インドの金価格は、投資資金が増加し、米ドルが弱体化したため、8月に大幅に上昇しました。9月に入ると、金価格は調整されましたが、市場の需要は依然として比較的安定しています。
世界金評議会(WGC)のインド調査部門責任者であるカヴィタ・チャッコ氏によると、国際金価格と国内金価格は8月にともに大幅に上昇しました。国内金価格は月間で12%上昇し、158,854ルピー/10グラムになりました。
「強い投資資金と米ドルの弱体化が、上昇を牽引する主な原動力です」とチャッコ氏は述べています。
国内金価格の上昇幅は、ルピーがわずかに上昇したため、国際市場よりもわずかに低くなっています。9月には、FRBの金融政策への期待の変化と、世界の金ETFへの資金流入の弱体化を背景に、国際金価格と国内金価格がそれぞれ3.9%と4.6%下落しました。
国内金価格は輸入価格よりも低い
注目すべき展開は、インドの金価格が9月も輸入同等価格を下回って取引を続けていることです。WGCによると、国内の金割引率は7月の平均34米ドル/オンスから8月には51米ドル/オンスに上昇し、その後9月11日までに78米ドル/オンスに拡大しました。

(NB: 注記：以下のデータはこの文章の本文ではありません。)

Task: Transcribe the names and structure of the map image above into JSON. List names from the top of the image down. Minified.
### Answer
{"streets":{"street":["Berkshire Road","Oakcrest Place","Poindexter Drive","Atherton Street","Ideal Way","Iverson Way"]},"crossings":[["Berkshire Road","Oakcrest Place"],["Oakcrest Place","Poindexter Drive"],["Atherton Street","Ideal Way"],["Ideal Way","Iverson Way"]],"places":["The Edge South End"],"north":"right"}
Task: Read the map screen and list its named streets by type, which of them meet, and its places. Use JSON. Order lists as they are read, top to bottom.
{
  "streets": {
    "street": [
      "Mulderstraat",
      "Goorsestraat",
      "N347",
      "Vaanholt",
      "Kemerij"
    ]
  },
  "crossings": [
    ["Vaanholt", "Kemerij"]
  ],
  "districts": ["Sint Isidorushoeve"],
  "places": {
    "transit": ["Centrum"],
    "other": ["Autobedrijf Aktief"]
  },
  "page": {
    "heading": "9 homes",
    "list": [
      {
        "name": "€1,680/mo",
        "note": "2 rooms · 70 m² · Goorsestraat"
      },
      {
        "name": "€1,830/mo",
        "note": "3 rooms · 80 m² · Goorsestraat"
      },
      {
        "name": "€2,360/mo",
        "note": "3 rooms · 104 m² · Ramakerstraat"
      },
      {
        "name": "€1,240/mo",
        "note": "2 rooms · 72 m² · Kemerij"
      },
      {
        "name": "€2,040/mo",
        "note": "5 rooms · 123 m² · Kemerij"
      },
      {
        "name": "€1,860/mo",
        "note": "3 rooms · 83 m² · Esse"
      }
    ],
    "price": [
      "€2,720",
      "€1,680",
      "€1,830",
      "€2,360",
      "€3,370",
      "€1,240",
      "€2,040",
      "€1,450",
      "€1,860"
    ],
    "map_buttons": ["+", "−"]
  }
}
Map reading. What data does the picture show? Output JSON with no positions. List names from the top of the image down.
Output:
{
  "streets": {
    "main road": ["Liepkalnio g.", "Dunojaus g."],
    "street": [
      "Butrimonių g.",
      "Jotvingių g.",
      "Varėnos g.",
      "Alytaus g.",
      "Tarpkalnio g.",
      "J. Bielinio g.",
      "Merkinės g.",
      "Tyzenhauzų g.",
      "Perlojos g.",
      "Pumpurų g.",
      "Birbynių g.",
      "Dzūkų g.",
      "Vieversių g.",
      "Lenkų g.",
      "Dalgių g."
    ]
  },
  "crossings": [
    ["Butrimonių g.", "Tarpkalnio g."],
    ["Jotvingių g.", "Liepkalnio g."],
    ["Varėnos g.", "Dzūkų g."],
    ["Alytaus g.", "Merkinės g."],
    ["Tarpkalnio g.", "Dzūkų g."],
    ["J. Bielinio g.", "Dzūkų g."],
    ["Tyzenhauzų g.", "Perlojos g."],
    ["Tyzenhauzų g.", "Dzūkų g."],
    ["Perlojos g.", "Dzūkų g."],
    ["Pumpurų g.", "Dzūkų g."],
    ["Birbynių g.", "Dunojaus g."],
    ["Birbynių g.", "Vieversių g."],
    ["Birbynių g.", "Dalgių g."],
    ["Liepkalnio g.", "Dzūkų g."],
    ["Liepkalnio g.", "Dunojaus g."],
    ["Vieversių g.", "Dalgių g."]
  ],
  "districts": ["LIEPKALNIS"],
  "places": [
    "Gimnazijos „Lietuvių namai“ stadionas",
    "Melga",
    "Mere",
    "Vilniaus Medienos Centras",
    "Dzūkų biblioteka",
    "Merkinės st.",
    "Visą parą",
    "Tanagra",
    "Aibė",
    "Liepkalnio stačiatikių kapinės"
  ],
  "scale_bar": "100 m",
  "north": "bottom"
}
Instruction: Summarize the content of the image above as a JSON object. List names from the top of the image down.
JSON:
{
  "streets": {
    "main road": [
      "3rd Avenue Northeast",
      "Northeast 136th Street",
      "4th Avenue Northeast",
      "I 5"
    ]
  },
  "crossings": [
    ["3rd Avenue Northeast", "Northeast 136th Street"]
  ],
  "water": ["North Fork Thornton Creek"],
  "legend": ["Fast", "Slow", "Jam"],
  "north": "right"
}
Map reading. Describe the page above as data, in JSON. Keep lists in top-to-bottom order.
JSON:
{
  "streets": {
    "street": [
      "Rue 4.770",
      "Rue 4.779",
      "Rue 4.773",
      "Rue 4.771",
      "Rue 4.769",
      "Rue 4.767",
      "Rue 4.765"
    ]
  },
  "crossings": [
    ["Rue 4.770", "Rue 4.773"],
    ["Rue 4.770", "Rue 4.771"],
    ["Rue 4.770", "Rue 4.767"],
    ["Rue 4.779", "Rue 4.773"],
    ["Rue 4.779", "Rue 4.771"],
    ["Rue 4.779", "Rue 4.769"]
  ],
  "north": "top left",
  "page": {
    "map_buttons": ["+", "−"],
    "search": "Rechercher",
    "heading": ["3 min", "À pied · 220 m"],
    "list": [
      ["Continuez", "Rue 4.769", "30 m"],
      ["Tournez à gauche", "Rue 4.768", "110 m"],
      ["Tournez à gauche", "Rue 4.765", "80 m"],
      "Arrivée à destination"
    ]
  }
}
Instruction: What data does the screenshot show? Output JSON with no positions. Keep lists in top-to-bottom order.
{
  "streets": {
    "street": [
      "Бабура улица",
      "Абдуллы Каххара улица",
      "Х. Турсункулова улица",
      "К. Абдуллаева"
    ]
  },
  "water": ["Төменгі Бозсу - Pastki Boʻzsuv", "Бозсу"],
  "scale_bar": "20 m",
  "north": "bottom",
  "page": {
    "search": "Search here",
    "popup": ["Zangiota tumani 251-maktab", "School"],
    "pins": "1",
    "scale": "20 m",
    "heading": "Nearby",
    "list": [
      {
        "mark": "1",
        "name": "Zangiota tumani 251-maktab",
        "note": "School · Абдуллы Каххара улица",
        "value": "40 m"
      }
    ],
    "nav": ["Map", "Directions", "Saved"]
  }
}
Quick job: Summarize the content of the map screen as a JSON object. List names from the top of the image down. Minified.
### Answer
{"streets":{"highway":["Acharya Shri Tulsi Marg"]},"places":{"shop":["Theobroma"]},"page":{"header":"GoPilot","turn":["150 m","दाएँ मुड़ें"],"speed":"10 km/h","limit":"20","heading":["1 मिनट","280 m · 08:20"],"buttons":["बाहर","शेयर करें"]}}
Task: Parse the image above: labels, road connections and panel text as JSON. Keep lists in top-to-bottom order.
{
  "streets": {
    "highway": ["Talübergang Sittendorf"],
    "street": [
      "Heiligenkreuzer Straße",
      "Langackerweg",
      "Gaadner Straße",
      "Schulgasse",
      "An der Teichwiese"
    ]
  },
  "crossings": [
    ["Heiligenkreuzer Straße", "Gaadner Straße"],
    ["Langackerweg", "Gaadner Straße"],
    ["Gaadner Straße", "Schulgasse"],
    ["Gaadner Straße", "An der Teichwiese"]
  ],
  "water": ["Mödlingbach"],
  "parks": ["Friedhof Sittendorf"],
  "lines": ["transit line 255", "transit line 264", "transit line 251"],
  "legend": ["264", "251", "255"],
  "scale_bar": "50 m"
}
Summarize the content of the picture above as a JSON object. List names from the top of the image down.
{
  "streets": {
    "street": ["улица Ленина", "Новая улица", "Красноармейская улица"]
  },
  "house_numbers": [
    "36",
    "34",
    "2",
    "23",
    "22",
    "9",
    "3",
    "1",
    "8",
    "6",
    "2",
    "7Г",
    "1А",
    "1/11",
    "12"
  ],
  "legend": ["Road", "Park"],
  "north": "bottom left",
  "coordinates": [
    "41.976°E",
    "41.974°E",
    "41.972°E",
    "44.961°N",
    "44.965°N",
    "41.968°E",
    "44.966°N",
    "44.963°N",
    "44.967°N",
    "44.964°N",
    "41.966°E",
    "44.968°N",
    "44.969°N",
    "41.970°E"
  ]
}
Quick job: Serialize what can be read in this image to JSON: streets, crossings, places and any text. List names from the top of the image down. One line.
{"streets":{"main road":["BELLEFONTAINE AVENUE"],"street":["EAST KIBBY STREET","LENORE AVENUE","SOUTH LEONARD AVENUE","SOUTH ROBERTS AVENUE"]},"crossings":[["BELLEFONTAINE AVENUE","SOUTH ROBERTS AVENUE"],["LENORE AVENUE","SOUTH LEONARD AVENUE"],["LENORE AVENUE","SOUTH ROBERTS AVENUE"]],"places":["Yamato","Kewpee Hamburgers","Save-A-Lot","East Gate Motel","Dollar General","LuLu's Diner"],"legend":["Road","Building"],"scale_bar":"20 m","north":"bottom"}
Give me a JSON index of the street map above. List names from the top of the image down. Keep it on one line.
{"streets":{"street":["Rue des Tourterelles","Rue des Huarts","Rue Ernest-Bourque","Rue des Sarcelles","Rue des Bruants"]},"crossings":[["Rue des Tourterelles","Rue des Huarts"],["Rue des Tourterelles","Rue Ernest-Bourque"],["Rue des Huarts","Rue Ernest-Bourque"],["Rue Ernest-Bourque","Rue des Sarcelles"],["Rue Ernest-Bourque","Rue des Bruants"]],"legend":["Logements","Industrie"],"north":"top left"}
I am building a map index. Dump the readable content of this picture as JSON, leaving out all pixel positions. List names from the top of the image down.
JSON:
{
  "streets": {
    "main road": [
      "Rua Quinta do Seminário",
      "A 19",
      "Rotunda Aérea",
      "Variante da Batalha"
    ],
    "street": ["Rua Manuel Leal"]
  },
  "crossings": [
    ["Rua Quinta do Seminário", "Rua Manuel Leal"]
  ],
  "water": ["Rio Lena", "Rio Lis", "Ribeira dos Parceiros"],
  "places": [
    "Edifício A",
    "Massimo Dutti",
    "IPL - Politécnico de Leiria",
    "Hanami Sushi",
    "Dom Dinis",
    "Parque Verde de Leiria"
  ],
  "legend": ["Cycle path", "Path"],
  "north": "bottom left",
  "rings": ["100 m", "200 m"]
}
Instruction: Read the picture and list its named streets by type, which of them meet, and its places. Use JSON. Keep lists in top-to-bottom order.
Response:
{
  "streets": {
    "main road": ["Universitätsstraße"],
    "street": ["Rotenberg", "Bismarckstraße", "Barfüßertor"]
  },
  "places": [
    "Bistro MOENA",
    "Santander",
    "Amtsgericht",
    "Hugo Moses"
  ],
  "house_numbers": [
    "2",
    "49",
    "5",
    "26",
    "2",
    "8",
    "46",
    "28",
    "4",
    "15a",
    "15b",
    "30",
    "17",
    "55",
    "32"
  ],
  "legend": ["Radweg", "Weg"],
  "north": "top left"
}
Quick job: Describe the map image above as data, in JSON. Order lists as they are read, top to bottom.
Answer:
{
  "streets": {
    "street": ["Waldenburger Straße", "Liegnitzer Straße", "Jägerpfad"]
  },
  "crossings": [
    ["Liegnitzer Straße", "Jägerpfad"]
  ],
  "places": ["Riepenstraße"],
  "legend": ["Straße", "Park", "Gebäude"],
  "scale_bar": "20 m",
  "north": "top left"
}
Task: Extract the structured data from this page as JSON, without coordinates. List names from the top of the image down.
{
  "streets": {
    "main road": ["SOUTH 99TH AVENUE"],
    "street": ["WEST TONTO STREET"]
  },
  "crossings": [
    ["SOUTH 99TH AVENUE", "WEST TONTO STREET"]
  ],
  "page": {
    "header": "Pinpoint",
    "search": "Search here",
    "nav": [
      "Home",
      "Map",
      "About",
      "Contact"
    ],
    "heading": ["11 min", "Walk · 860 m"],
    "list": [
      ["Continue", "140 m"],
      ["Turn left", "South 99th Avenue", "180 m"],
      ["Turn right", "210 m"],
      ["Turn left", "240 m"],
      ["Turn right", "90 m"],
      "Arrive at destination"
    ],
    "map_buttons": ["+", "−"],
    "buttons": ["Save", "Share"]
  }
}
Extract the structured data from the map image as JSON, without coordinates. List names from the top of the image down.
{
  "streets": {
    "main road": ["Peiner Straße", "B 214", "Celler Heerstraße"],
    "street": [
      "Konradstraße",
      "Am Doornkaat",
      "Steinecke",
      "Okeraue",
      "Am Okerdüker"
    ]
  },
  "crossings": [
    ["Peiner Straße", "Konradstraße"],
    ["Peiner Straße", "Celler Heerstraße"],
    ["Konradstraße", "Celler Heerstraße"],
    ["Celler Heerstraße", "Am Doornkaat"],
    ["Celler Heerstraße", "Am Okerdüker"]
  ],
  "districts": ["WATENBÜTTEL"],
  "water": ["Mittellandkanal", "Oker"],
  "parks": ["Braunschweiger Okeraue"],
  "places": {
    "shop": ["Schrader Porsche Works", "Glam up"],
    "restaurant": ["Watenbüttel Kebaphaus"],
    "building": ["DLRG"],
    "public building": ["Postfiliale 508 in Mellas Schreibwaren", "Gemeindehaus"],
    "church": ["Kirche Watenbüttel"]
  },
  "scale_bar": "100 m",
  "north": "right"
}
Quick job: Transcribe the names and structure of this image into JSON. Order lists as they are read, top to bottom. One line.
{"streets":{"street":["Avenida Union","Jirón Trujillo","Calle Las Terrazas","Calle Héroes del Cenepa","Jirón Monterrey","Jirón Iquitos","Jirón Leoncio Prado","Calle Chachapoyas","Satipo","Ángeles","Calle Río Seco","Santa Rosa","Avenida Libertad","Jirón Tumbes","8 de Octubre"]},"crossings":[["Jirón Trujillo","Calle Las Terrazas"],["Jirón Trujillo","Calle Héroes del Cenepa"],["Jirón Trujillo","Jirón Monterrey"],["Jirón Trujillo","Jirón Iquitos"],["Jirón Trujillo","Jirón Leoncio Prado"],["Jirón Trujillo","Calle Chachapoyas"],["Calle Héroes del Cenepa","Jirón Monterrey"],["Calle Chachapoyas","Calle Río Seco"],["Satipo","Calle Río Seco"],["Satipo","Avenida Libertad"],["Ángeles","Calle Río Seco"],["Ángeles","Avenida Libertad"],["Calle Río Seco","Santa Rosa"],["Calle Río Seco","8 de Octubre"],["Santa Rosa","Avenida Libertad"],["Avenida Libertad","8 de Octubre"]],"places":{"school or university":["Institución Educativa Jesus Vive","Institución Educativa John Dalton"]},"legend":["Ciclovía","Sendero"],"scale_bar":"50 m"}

これにより、国内金価格は輸入価格または入港後の金価格よりも約2%低くなっています。
市場からのフィードバックによると、古い金を新しい宝石と交換する活動は、供給を補完し、国内金価格が輸入価格を下回る水準を維持するのに貢献しました。非公式な供給も、割引率がますます拡大している要因の1つと考えられています。
この動向は、国際金価格が大きく変動しているにもかかわらず、インド市場の金供給が依然として比較的豊富であることを示しています。
一方、8月の金価格の急騰により、9月には消費者はより慎重になりました。価格が上昇してから調整した後、多くの人々は待機状態に移行し、不可欠な宝飾品の購入を延期しました。
それにもかかわらず、結婚式用の金の需要は依然として回復力を示しています。消費者は、高価格帯に適応するために、より軽量なジュエリー製品を選択する傾向があります。
大手小売業者も比較的良好な需要を記録しており、製品の発売、マーケティング、プロモーションを推進すると同時に、消費速度の速い製品を優先しています。
投資資金は引き続き市場を支援
9月に金価格が調整されたにもかかわらず、投資需要は依然としてインド市場の明るい兆しです。
8月の金ETFファンドへの資金流入は前月比67%増の2億7200万米ドルとなった。金保有量は1.6トン増加し、ETFの金総量は121.3トンとなった。管理資産の総額は1兆9120億ルピー、約200億米ドルに達した。
WGCによると、金ETFへの資金流入は、今年の大部分で依然としてポジティブであり、金が投資家によって資産配分チャネルと見なされ続けていることを示しています。
しかし、新規投資家の加入ペースは鈍化しました。8月に開設された新規口座は約4,000口座に過ぎず、口座総数は1254万口座に達しました。この数字は、1月から7月までの期間の月間平均増加率33万口座を大幅に下回っています。
デジタル金も引き続き魅力を維持しており、6月から8月までの期間の月間平均購入額は約2億6200万米ドルです。8月だけで、需要は前年同期比110%増加しました。
金先物取引も8月に大幅に増加しました。多業種商品取引所(MCX)では、1日あたりの平均取引収益は前月比38%増の2950億ルピーとなり、5ヶ月ぶりの高水準となりました。取引量は27%増の19トンとなりました。
WGCは、8月の金価格の上昇がリスクヘッジ活動と戦術取引を促進し、それによって市場の流動性を高めた可能性があると考えています。
一方、インドの金輸入は8月に大幅に減少し、23億米ドルとなり、前月比45%減、前年同期比58%減となりました。金輸入量は約15〜20トンと推定されています。
WGCによると、輸入の減少は、国内の既存の金供給が依然として予想される需要を満たすのに十分であることを示しています。
将来を見据えて、WGCは、ホリデーシーズンとウェディングシーズンがピークに達するにつれて、インドの金需要が改善すると予想しています。しかし、金価格の高騰と激しい変動は、消費者が不可欠な宝飾品の購入に引き続き慎重になる可能性があります。